*REQUIRED ACTION*
Output all of the data below without changing a word, and exclude the pictures.

*DATA*
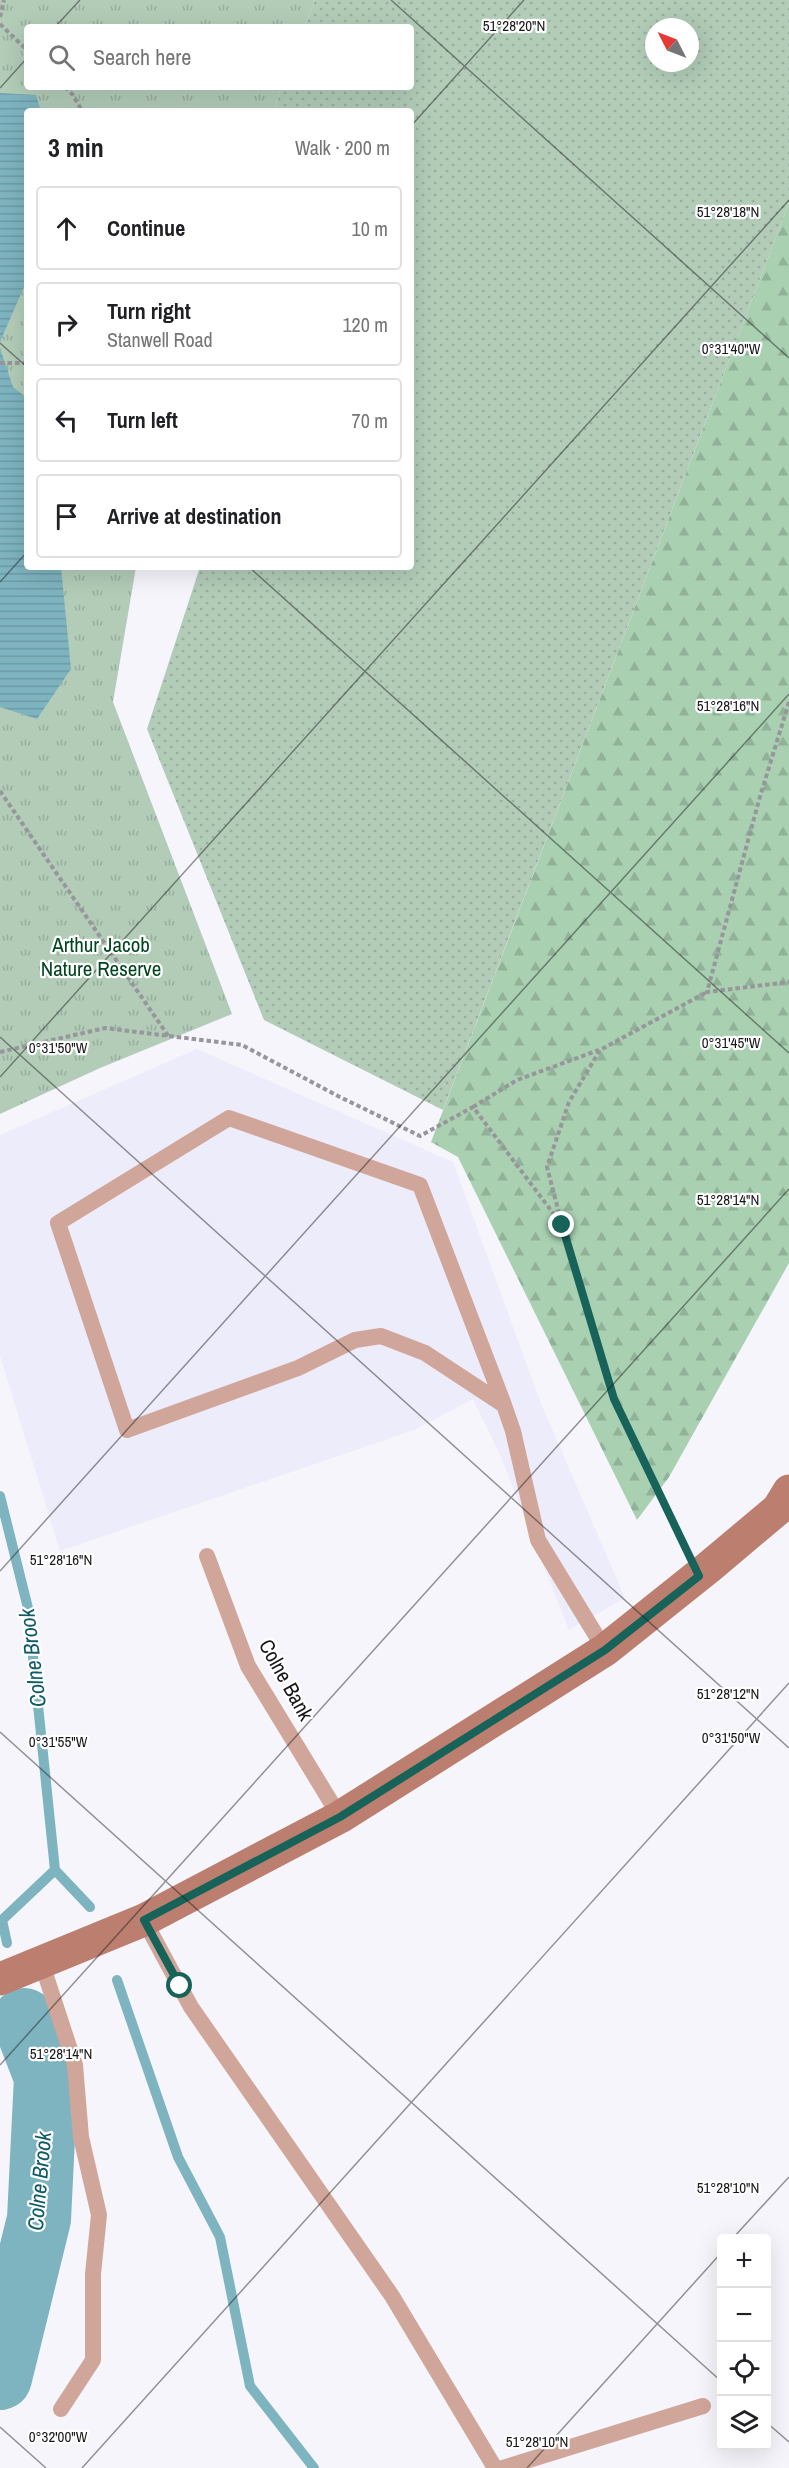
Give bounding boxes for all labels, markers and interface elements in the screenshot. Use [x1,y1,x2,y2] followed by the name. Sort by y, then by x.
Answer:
[483,15,545,36] text: 51°28'20"N
[645,18,699,72] north arrow
[24,24,414,90] search box
[45,41,78,74] icon: search
[93,42,191,72] text: Search here
[48,130,104,165] text: 3 min
[295,134,390,161] text: Walk · 200 m
[697,201,759,222] text: 51°28'18"N
[50,212,83,245] icon: ahead
[107,213,185,243] text: Continue
[352,215,388,242] text: 10 m
[107,296,191,326] text: Turn right
[50,308,83,341] icon: right
[342,311,388,338] text: 120 m
[107,326,213,353] text: Stanwell Road
[702,338,761,359] text: 0°31'40"W
[50,404,83,437] icon: left
[107,405,178,435] text: Turn left
[352,407,388,434] text: 70 m
[50,500,83,533] icon: arrive
[107,501,281,531] text: Arrive at destination
[697,695,759,716] text: 51°28'16"N
[41,930,161,983] park label: Arthur Jacob Nature Reserve
[702,1032,761,1053] text: 0°31'45"W
[29,1037,88,1058] text: 0°31'50"W
[697,1189,759,1210] text: 51°28'14"N
[548,1211,574,1237] route end
[30,1549,92,1570] text: 51°28'16"N
[11,1606,53,1709] water label: Colne Brook
[252,1634,321,1726] street label: Colne Bank
[697,1683,759,1704] text: 51°28'12"N
[702,1727,761,1748] text: 0°31'50"W
[29,1731,88,1752] text: 0°31'55"W
[166,1972,192,1998] route start
[30,2043,92,2064] text: 51°28'14"N
[20,2129,58,2232] water label: Colne Brook
[697,2177,759,2198] text: 51°28'10"N
[717,2234,771,2450] map controls
[717,2234,771,2288] button: +
[717,2288,771,2342] button: −
[717,2342,771,2396] button: locate
[717,2396,771,2450] button: layers
[29,2426,88,2447] text: 0°32'00"W
[506,2431,568,2452] text: 51°28'10"N

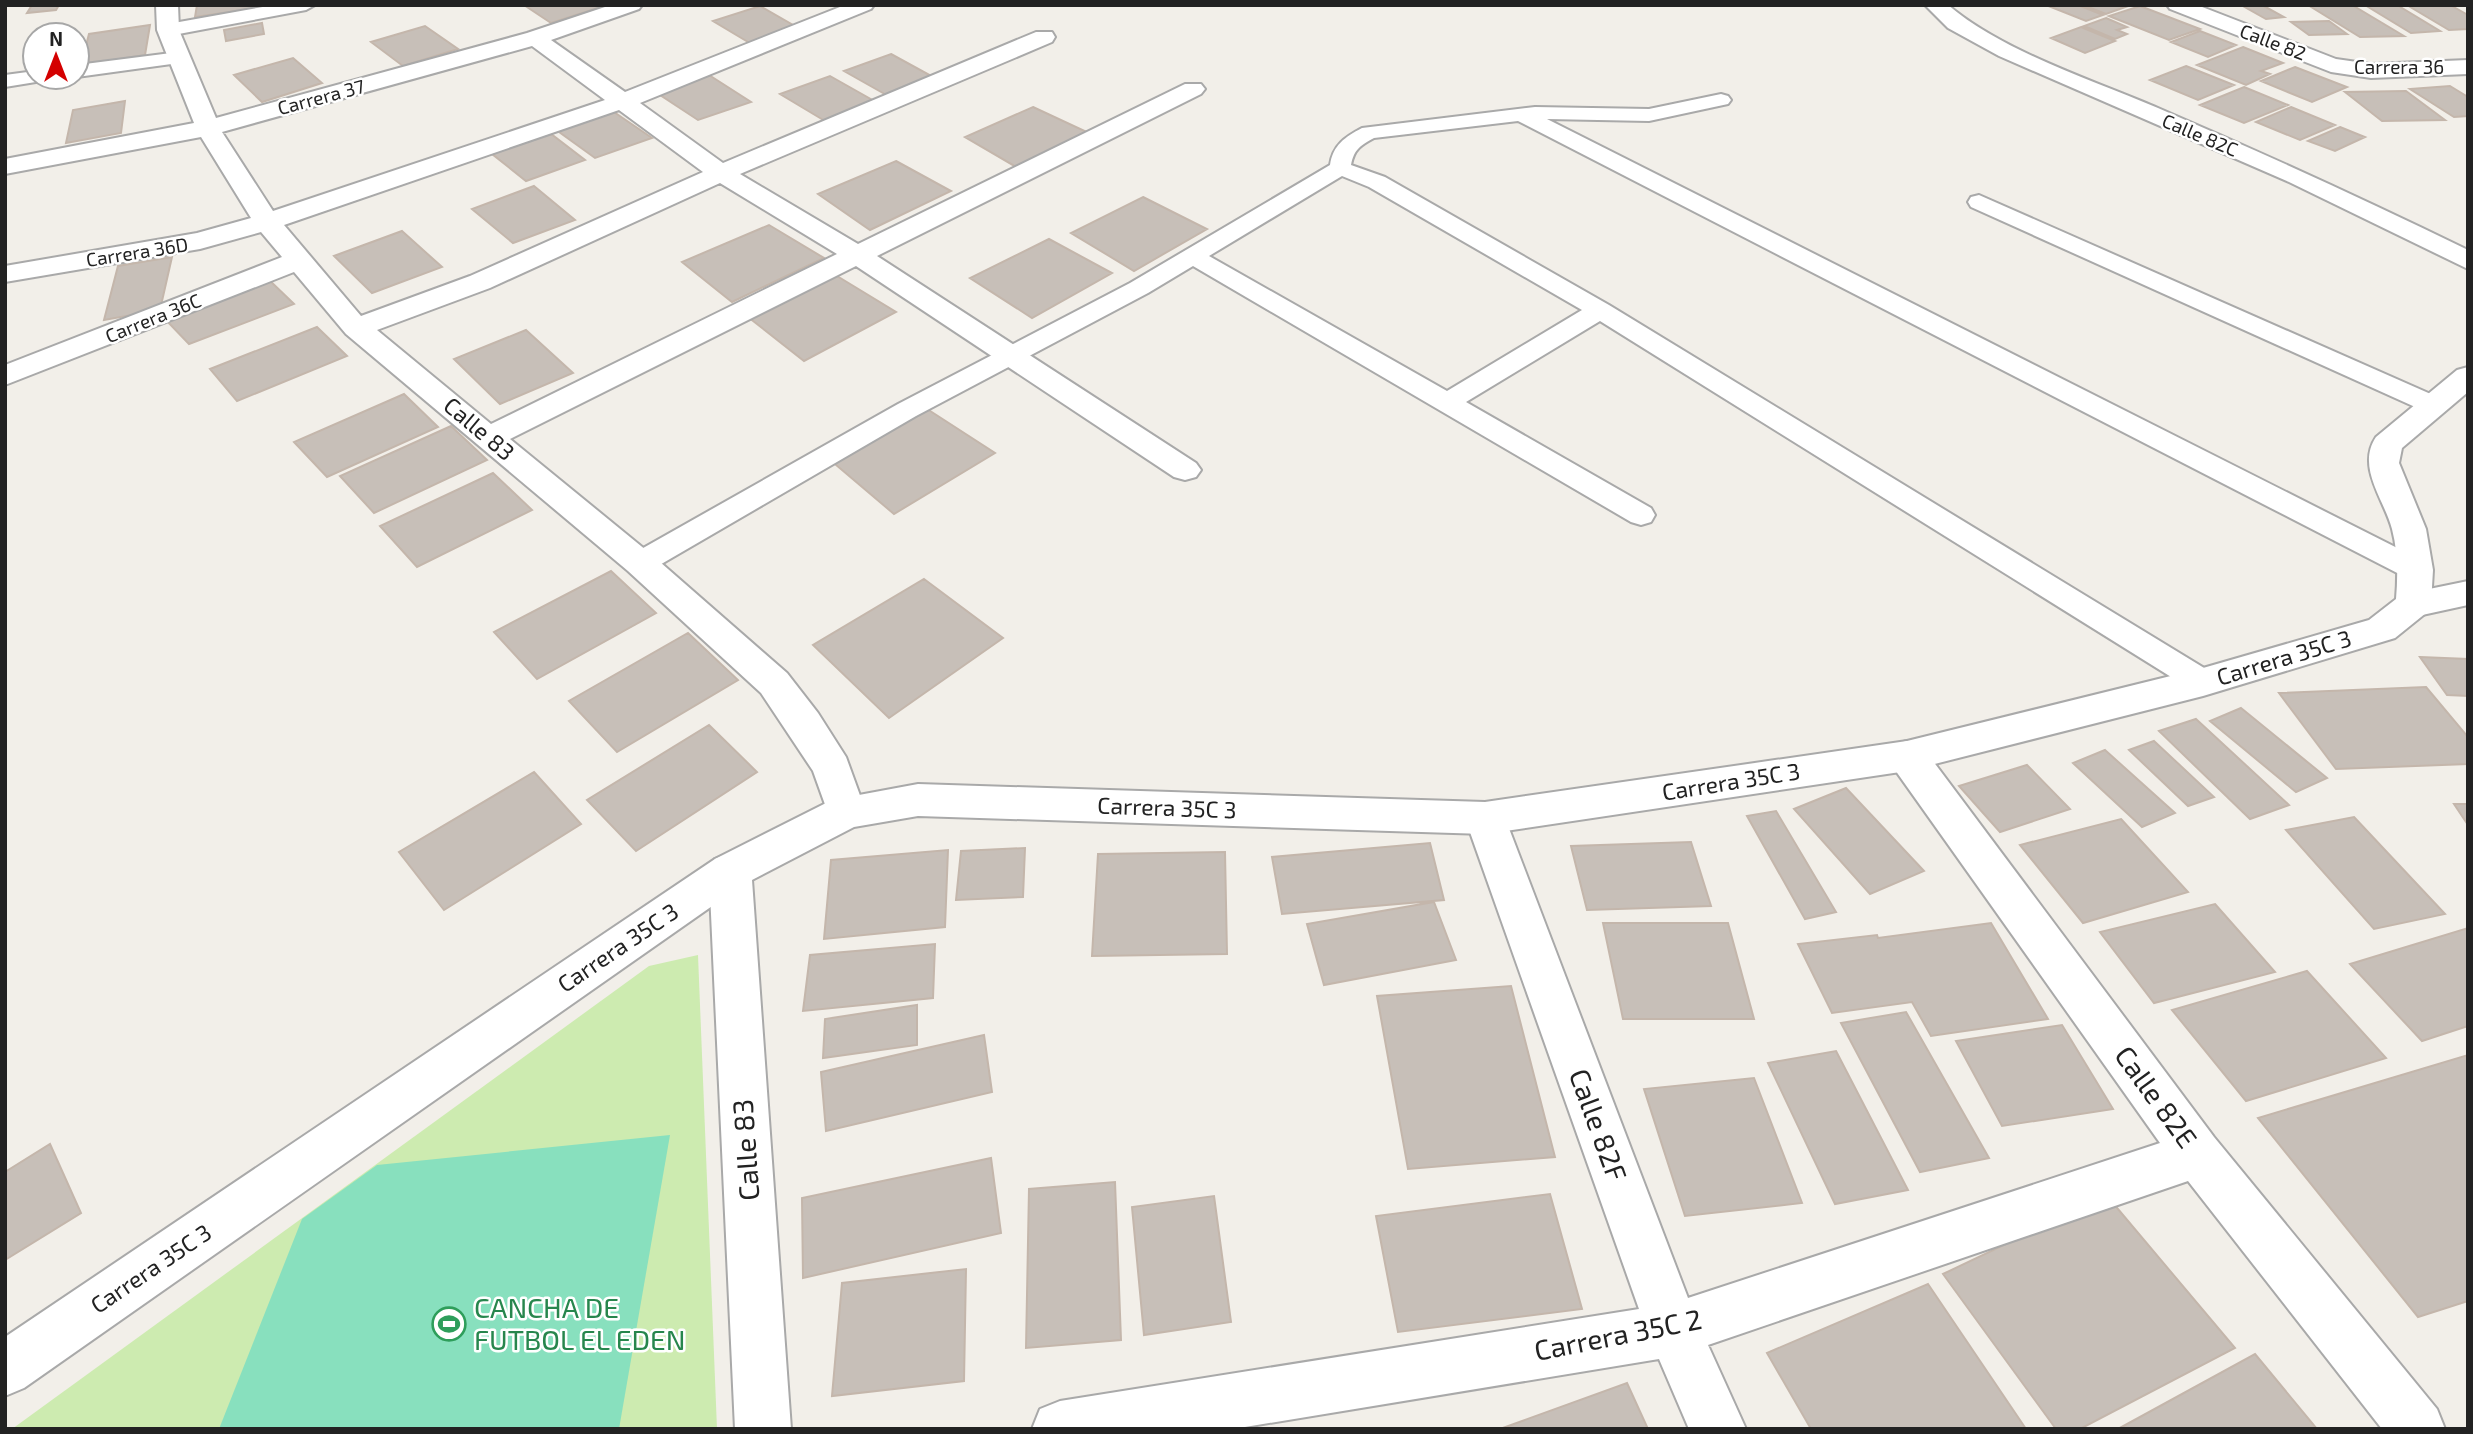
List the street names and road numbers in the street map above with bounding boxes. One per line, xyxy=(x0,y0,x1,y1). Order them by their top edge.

*TASK RESULT*
Give bounding boxes for all labels, markers and interface elements in the screenshot. Use [x1,y1,x2,y2] followed by the name. Sort by y, then by x.
Answer:
[483,15,545,36] text: 51°28'20"N
[645,18,699,72] north arrow
[24,24,414,90] search box
[45,41,78,74] icon: search
[93,42,191,72] text: Search here
[48,130,104,165] text: 3 min
[295,134,390,161] text: Walk · 200 m
[697,201,759,222] text: 51°28'18"N
[50,212,83,245] icon: ahead
[107,213,185,243] text: Continue
[352,215,388,242] text: 10 m
[107,296,191,326] text: Turn right
[50,308,83,341] icon: right
[342,311,388,338] text: 120 m
[107,326,213,353] text: Stanwell Road
[702,338,761,359] text: 0°31'40"W
[50,404,83,437] icon: left
[107,405,178,435] text: Turn left
[352,407,388,434] text: 70 m
[50,500,83,533] icon: arrive
[107,501,281,531] text: Arrive at destination
[697,695,759,716] text: 51°28'16"N
[41,930,161,983] park label: Arthur Jacob Nature Reserve
[702,1032,761,1053] text: 0°31'45"W
[29,1037,88,1058] text: 0°31'50"W
[697,1189,759,1210] text: 51°28'14"N
[548,1211,574,1237] route end
[30,1549,92,1570] text: 51°28'16"N
[11,1606,53,1709] water label: Colne Brook
[252,1634,321,1726] street label: Colne Bank
[697,1683,759,1704] text: 51°28'12"N
[702,1727,761,1748] text: 0°31'50"W
[29,1731,88,1752] text: 0°31'55"W
[166,1972,192,1998] route start
[30,2043,92,2064] text: 51°28'14"N
[20,2129,58,2232] water label: Colne Brook
[697,2177,759,2198] text: 51°28'10"N
[717,2234,771,2450] map controls
[717,2234,771,2288] button: +
[717,2288,771,2342] button: −
[717,2342,771,2396] button: locate
[717,2396,771,2450] button: layers
[29,2426,88,2447] text: 0°32'00"W
[506,2431,568,2452] text: 51°28'10"N

List the street names and road numbers in the street map above with bounding boxes. One per line, xyxy=(x0,y0,x1,y1). Order them by their top edge.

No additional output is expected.